NVIDIA / dcgm-exporter

NVIDIA GPU metrics exporter for Prometheus leveraging DCGM
Apache License 2.0
843 stars 151 forks source link

nvlink metrics are not available on the gh200 gpu node #336

Open AnjirwalaAnuj opened 3 months ago

AnjirwalaAnuj commented 3 months ago

Ask your question

I am running dcgm-exporter within docker container on a GH200 gpu node. However, the dcgm-exporter is not able to discover NvSwitch and NvLink devices and as a result doesn't export any NvLink metrics. I'm using nvcr.io/nvidia/k8s/dcgm-exporter:3.3.6-3.4.2-ubuntu22.04 dcgm-exporter image which is latest. Does this latest version of dcgm-exporter support NvLink metrics on GH200 gpu node? If yes, is there any extra configuration required to get NvLink metrics?
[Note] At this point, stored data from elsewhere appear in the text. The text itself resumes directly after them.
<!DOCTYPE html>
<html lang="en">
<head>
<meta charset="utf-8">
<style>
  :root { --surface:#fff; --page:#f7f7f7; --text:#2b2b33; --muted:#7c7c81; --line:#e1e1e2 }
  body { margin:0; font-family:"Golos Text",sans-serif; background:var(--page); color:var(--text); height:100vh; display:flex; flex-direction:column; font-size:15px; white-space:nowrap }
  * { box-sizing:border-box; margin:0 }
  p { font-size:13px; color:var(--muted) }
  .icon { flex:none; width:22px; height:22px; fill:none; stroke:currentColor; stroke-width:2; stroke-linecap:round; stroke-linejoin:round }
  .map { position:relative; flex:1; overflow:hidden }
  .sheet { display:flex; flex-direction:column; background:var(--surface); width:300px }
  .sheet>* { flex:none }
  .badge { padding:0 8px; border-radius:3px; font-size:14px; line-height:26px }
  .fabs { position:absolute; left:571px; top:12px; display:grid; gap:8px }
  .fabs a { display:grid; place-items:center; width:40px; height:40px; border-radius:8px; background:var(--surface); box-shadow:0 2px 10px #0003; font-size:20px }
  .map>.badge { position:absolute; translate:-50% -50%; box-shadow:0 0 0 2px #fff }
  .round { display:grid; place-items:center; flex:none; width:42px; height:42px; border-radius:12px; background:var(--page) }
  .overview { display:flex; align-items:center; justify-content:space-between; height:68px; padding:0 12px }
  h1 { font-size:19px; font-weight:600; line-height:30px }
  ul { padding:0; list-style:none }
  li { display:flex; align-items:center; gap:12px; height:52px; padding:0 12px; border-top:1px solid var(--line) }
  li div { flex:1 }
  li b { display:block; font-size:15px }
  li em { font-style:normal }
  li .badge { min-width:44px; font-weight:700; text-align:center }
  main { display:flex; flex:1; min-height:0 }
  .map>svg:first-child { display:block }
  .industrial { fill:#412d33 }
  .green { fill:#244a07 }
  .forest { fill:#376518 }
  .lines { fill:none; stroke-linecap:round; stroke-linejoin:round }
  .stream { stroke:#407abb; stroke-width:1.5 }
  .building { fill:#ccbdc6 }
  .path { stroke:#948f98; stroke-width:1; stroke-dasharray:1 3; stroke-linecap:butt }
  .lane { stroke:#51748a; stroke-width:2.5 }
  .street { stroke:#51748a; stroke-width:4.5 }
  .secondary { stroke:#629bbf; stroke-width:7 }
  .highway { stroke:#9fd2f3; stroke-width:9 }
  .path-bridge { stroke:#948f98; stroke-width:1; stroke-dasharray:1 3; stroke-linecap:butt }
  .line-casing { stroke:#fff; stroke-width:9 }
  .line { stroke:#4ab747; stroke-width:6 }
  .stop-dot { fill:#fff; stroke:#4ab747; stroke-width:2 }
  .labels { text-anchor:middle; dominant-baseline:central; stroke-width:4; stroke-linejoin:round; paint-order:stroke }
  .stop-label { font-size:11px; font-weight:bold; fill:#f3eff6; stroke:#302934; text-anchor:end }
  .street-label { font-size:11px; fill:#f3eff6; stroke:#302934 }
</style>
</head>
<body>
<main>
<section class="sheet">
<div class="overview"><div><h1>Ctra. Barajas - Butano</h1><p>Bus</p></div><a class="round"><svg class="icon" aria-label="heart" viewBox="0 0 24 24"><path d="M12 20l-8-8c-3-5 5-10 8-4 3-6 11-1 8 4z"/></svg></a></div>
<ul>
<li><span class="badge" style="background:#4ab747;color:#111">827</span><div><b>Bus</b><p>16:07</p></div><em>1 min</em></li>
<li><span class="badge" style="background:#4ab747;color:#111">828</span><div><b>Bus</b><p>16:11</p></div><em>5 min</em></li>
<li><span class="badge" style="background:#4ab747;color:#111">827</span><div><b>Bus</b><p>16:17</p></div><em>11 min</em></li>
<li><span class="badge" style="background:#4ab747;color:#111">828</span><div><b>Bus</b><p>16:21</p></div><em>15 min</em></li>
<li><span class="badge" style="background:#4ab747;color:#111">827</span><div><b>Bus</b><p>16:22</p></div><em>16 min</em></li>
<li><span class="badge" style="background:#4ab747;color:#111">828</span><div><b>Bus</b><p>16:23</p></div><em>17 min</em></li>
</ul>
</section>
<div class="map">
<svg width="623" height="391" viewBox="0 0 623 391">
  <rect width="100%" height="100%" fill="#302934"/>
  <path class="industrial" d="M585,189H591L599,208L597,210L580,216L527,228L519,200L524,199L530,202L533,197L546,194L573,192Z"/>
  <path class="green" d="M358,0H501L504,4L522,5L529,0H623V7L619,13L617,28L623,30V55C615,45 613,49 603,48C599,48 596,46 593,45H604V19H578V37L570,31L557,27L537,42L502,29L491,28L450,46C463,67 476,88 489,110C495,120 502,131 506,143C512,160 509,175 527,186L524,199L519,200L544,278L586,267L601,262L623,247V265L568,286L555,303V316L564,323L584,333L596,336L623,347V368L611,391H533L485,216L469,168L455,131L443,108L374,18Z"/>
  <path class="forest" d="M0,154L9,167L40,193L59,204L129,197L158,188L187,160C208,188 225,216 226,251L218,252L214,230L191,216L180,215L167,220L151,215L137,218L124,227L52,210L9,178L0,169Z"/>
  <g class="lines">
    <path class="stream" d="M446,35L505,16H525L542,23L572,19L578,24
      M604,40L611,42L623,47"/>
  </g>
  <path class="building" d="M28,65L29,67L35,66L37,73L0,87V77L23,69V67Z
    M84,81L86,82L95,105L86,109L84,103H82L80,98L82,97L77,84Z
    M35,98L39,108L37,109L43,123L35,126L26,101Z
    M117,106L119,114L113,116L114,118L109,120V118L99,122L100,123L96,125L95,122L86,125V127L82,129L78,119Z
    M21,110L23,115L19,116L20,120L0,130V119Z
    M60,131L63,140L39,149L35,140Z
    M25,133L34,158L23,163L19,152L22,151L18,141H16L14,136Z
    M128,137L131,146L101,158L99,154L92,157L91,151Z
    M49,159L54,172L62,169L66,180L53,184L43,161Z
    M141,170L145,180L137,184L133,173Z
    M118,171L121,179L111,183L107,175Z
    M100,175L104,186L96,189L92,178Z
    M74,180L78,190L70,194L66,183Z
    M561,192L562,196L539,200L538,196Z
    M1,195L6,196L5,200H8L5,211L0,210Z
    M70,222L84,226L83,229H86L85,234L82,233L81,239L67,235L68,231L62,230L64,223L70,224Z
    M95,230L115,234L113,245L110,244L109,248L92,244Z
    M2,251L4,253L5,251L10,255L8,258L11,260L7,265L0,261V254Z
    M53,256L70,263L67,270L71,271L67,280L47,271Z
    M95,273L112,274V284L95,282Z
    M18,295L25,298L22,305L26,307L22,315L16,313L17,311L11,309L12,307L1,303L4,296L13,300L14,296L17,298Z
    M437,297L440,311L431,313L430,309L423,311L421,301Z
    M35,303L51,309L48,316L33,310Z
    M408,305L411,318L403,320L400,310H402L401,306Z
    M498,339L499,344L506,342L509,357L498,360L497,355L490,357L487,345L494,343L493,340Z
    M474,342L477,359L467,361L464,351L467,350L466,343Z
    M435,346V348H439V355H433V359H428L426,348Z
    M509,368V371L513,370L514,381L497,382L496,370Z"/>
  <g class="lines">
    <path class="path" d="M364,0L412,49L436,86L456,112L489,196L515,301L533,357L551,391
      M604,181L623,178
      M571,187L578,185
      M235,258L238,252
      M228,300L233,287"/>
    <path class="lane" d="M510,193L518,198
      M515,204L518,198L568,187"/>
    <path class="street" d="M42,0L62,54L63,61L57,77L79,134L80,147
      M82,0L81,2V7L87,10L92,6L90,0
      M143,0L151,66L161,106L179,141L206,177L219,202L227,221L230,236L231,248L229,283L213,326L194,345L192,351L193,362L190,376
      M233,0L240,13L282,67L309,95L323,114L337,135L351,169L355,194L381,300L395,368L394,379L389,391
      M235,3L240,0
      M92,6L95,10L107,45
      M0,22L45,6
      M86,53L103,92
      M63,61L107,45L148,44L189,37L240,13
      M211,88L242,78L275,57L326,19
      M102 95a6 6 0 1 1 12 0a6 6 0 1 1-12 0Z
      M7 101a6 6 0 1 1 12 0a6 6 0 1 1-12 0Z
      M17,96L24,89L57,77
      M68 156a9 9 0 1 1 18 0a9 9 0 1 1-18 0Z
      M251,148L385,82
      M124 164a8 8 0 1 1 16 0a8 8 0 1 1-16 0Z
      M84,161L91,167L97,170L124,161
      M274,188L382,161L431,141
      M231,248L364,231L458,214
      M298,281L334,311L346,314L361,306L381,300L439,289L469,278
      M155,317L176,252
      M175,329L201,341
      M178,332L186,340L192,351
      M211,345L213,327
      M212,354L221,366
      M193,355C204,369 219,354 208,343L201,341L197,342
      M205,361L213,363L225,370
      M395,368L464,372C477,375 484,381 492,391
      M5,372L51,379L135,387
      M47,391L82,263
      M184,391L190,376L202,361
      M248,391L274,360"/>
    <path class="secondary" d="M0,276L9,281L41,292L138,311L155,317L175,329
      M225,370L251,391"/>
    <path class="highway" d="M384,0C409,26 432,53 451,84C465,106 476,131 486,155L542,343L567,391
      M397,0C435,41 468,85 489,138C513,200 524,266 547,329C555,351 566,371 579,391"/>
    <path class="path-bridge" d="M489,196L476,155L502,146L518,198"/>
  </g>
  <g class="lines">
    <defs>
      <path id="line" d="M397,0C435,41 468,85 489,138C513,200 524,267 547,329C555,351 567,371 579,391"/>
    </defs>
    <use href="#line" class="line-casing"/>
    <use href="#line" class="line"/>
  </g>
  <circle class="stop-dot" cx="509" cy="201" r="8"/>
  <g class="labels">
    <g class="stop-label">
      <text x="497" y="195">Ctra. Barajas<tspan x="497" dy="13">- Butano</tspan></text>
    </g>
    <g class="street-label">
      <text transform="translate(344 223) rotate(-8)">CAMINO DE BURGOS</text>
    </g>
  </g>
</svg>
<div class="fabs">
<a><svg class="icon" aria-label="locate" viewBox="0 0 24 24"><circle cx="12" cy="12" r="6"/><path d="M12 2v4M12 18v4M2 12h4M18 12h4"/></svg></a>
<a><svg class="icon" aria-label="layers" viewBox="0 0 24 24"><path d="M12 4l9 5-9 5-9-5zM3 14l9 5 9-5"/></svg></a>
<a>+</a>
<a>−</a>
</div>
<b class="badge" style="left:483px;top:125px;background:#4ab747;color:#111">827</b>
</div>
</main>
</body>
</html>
Below is the dcgm-exporter container logs:

sudo docker logs dcgm-exporter 2024/05/31 03:42:29 maxprocs: Leaving GOMAXPROCS=72: CPU quota undefined time="2024-05-31T03:42:29Z" level=info msg="Starting dcgm-exporter" time="2024-05-31T03:42:29Z" level=info msg="DCGM successfully initialized!" time="2024-05-31T03:42:29Z" level=info msg="Collecting DCP Metrics" time="2024-05-31T03:42:29Z" level=info msg="Falling back to metric file '/etc/dcgm-exporter/default-counters.csv'" time="2024-05-31T03:42:29Z" level=info msg="Initializing system entities of type: GPU" time="2024-05-31T03:42:29Z" level=info msg="Initializing system entities of type: NvSwitch" time="2024-05-31T03:42:29Z" level=info msg="Not collecting NvSwitch metrics; no switches to monitor" time="2024-05-31T03:42:29Z" level=info msg="Initializing system entities of type: NvLink" time="2024-05-31T03:42:29Z" level=info msg="Not collecting NvLink metrics; no switches to monitor"
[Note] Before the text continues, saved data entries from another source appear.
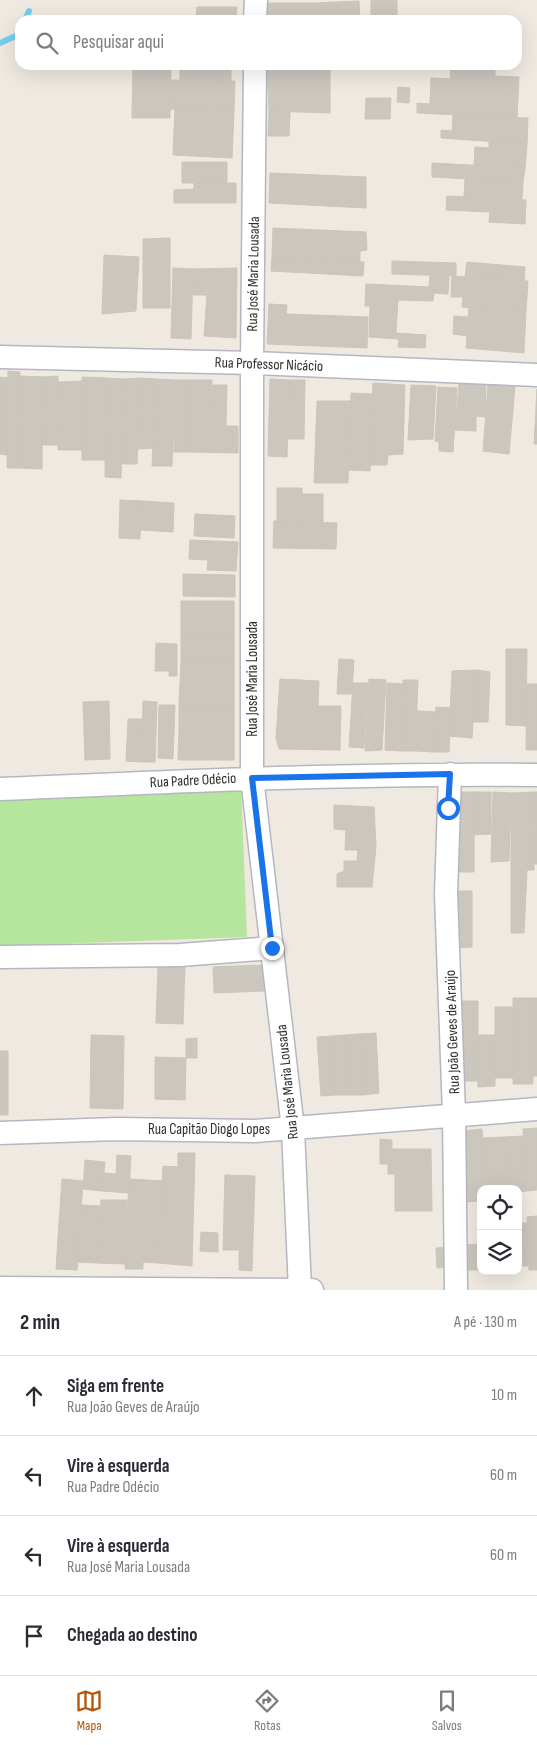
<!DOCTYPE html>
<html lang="pt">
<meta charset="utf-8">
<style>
:root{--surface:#fff;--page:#f2f2f3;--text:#2b2b33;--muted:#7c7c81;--line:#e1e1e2;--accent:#b45309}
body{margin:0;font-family:"Sofia Sans Condensed",sans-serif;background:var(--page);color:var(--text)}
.controls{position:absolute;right:15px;bottom:15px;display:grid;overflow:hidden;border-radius:10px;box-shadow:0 5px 20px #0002}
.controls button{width:45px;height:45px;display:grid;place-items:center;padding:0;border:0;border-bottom:1px solid var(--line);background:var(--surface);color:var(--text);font:25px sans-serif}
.stop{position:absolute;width:15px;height:15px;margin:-11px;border:4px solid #1a73e8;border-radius:50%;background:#fff}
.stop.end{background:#1a73e8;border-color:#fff;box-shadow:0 1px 5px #0008}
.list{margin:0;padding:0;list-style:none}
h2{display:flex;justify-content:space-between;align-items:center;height:65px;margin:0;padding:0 20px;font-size:21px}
h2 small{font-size:16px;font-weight:400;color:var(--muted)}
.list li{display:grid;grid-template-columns:32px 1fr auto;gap:15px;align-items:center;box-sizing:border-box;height:80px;padding:0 20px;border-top:1px solid var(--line)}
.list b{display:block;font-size:19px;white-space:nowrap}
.list p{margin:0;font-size:16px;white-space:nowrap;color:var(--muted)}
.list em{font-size:16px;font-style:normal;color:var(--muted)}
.icon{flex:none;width:28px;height:28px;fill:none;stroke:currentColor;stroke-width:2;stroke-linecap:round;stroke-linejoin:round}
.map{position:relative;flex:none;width:537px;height:1290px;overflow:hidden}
.search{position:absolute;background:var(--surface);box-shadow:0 5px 20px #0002;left:15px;right:15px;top:15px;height:55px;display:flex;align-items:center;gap:12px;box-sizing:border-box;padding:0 18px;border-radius:15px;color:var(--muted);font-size:19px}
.sheet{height:385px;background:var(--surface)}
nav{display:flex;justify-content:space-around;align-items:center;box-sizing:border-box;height:70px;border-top:1px solid var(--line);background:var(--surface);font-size:14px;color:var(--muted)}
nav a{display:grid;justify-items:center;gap:2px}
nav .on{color:var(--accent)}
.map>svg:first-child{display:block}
.green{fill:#b6e59e}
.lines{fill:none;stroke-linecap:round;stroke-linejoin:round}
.stream{stroke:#75cff0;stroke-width:6}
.building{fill:#cbc7bf;stroke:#cbc5ba}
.minor-casing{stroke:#b4b7c1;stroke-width:25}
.minor{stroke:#fff;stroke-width:22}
.route{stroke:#1a73e8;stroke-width:6}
.labels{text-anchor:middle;stroke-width:4;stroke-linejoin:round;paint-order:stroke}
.street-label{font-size:15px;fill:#2e2e2e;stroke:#fff}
</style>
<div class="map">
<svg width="537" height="1290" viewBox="0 0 537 1290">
<rect width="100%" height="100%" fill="#efe9e1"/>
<path class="green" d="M241 784 247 937 0 946V794Z"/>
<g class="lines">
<path class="stream" d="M25 20 29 11
M0 43 18 35 20 31"/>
</g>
<path class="building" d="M371 0H397V20H371Z
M359 1 360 20H314V3Z
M263 3H314V20H264Z
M197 7H237L236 20H196Z
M133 65H171L170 118H132Z
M180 65H231V82L180 81Z
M267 65H330V113L269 111Z
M451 65H495V76L519 77 517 118 417 113V103L430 104 431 78 450 79Z
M171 80 235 81 234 110 170 109Z
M398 87 410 88 409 103 397 102Z
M366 98H391L390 119H365Z
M175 108 234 110 232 158 173 155Z
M269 111 290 112 289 136H268Z
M453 115 528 118 527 144 441 138V130L452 131Z
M489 141 527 144 525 168 474 165 475 147 489 148Z
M182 162H227V183H182Z
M432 163 525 168 523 182 432 177Z
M270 173 366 177V208L269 203Z
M465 179 523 182 522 199 464 197Z
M194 183H236V203H174V190L194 189Z
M447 196 526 200 525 224 489 222 490 212 446 210Z
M273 228 366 232 367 250 360 251V262L272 257Z
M170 238V308H143V239Z
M104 255 139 257 136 311 102 314Z
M272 257 364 262 363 276 271 271Z
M392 261 456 263V276L392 274Z
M467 262 525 267 524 281 465 277Z
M173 268 193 269 191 339 171 338Z
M237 268 236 338 204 336 207 295H193V269Z
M430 276 449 277 448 294 434 293 433 301 398 300 396 333 426 335 425 348 398 347 399 339 369 337 370 306H365L366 284 429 287Z
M452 276 528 281 526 311 462 307 463 297H451Z
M269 304 287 305 286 314 368 317 367 348 267 344Z
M469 308 526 311 524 353 466 348 467 336 453 334 454 316 468 317Z
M8 371 20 372 19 468H7Z
M20 376 43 377 42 469 19 468Z
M58 376 57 445H42L43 377Z
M0 377 8 378 7 455 0 454Z
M82 377 106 378 105 460H82Z
M106 378 124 379 121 478 105 477Z
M141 378 156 379 153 448 138 449Z
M141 378 137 464H121L124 379Z
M156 379 176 380 172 466H152Z
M270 379 289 380 287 457 268 456Z
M176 380H191V452H174Z
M191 380H212V425L191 426Z
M289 380H305L304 439H288Z
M82 381V450H58L57 382Z
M373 383 405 385 403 454 388 455 387 465H370Z
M459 384 486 385 485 417 476 416V431L455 430Z
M213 385H227L226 426 212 425Z
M411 385 436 386 433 439 408 440Z
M488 385 515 387 509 454 483 451Z
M438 387 457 388 453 452 439 451V442L435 441Z
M537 389V444H534Z
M351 393 372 394 370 471 349 470Z
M317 401H351L348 483H314Z
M191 426H238V453L191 452Z
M277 488H302V494H323V522L277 521Z
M120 500 142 501 140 539 119 538Z
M142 501 174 503 173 532 141 530Z
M195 514 235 516 234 538 194 536Z
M274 521 337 523 336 549 273 548Z
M190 540 238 542 236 571 207 570 208 560 189 559Z
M183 574 235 575V597L183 596Z
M181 601H234V639H181Z
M181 639H234V663H181Z
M156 643 177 644V676H169V671H155Z
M506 649H527L526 726 506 725Z
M339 659 354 660 352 694H337Z
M181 663H234V705H179Z
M476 670 472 738 449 736 452 671Z
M476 670 490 672 488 722H473Z
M280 679 319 681 318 706H341L340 750 279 749 276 738Z
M369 679 386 680 382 750 365 751Z
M403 680H418L415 751H401Z
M353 683H368L364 748 349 747Z
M387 683 403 684 401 751 385 750Z
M527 684H537V750H526Z
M109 701 110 759 85 760 83 702Z
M143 701 157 702 155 762H142Z
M159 705H175L173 759 158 758Z
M179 705H234V728H179Z
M436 707 451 708 449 752H434Z
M417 711 436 712 434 752 415 751Z
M128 719H142V762L126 761Z
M179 728H234V760H178Z
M455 792H474V872H455Z
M474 792H491V834L474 835Z
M493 792 511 793 509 861 491 862Z
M535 792H537V864H534Z
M535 792 534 870H527L524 933H511V793Z
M334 805 374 807 376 846 372 887H337V874L344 871V861H357L358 850H345L346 830 334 829Z
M455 891H472V947L455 948Z
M262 965 264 991 214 993 213 967Z
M158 966H185L183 1024 156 1023Z
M513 998H533V1084H513Z
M533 998H537V1076H533Z
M461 1001H478V1081H460Z
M495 1007H513V1078H495Z
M376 1033 379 1093 363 1095 360 1034Z
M360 1034 363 1095H348L345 1035Z
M91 1035 124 1036 123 1109 90 1108Z
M345 1035 348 1095H335L332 1036Z
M478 1035H495V1086L478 1087Z
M332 1036 335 1095 321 1096 317 1037Z
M197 1038V1058H186V1039Z
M0 1051H8V1115H0Z
M155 1057 186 1058 185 1100 155 1099Z
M537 1128V1190L526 1191 523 1129Z
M482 1129 486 1189H481V1201L464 1202 461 1131Z
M524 1136 526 1191 518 1192V1189H507L504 1137Z
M504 1137 507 1189H486L482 1138Z
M380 1139 392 1140V1149H431L432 1211H395V1174H388V1164H380Z
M178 1153H195L192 1266 158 1263 163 1166 178 1167Z
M117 1155 131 1156 129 1193 102 1191 103 1173 116 1174Z
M85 1160 105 1162 102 1191 83 1189Z
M225 1175 255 1176 252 1271 239 1270V1250H223Z
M62 1179 83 1181 77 1270 56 1269Z
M129 1179 163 1181 158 1263 143 1262V1269H125Z
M101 1200H127L125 1264 97 1263Z
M81 1205 100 1206 97 1263 77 1262Z
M537 1216V1270H529L527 1217Z
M518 1223H527L528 1266H518Z
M201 1232 218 1233V1252L200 1251Z
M479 1244 481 1270H467L466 1245Z
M448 1247V1267L437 1268 436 1248Z"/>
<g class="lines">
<defs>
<path id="minor" d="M255 20 256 0
M255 65 252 363V778L293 1129 300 1290
M0 357 252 363 537 375
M450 774 446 894 454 1114 456 1290
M0 789C179 781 358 773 537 775
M0 957 180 955 272 948
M0 1133 117 1129 255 1131 537 1109
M0 1288 312 1290"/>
</defs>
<use href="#minor" class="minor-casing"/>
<use href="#minor" class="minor"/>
</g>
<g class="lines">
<path class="route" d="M272 948 252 778 450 774 448 808"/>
</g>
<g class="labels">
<g class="street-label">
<text transform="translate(253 274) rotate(-89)" y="5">Rua José Maria Lousada</text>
<text transform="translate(269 364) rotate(2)" y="5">Rua Professor Nicácio</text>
<text transform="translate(252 679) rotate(-90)" y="5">Rua José Maria Lousada</text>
<text transform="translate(193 780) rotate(-3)" y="5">Rua Padre Odécio</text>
<text transform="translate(452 1032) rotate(-92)" y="5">Rua João Geves de Araújo</text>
<text transform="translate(287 1082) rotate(-96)" y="5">Rua José Maria Lousada</text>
<text x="209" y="1134">Rua Capitão Diogo Lopes</text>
</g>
</g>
</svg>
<div class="controls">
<button><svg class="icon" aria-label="locate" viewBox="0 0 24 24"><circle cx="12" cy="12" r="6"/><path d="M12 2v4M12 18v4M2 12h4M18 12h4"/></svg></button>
<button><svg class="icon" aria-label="layers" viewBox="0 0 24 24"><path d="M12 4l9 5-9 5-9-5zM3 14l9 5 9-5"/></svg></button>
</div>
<div class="stop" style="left:448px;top:808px"></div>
<div class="stop end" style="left:272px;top:948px"></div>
<div class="search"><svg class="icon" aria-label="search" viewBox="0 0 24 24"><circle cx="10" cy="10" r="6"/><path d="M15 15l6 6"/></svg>Pesquisar aqui</div>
</div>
<section class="sheet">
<h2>2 min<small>A pé · 130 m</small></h2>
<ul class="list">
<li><svg class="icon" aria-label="ahead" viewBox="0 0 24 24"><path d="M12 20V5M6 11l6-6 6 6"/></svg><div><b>Siga em frente</b><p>Rua João Geves de Araújo</p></div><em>10 m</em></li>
<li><svg class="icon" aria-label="left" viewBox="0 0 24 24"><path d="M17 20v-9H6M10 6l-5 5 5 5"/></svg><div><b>Vire à esquerda</b><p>Rua Padre Odécio</p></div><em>60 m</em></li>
<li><svg class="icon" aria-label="left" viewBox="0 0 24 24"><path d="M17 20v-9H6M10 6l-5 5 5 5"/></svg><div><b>Vire à esquerda</b><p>Rua José Maria Lousada</p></div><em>60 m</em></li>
<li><svg class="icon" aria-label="arrive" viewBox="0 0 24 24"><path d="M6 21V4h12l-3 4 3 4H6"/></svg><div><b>Chegada ao destino</b></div></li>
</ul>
</section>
<nav>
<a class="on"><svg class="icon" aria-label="map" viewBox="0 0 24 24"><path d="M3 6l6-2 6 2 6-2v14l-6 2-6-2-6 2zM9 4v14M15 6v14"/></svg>Mapa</a>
<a><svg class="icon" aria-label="directions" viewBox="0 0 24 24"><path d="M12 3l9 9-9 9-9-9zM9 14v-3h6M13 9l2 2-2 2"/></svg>Rotas</a>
<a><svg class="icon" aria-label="saved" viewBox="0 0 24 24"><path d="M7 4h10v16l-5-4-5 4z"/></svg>Salvos</a>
</nav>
glowkey commented 3 months ago

Note that nvswitches and nvlinks may not automatically be mounted inside the container. See https://github.com/NVIDIA/dcgm-exporter/issues/316#issuecomment-2087369233

AnjirwalaAnuj commented 3 months ago

Thank you for your reply. I tried mounting nvswitches and nvlinks devices to the dcgm-exporter container by following https://github.com/NVIDIA/dcgm-exporter/issues/169#issuecomment-1604771610. However, I don't see nvidia-nvswitch* and nvidia-nvlink device files under /dev directory on GH200 nodes. I also tried running dcgm-exporter binary (built from source) and it still couldn't discover the nvswitches and nvlinks.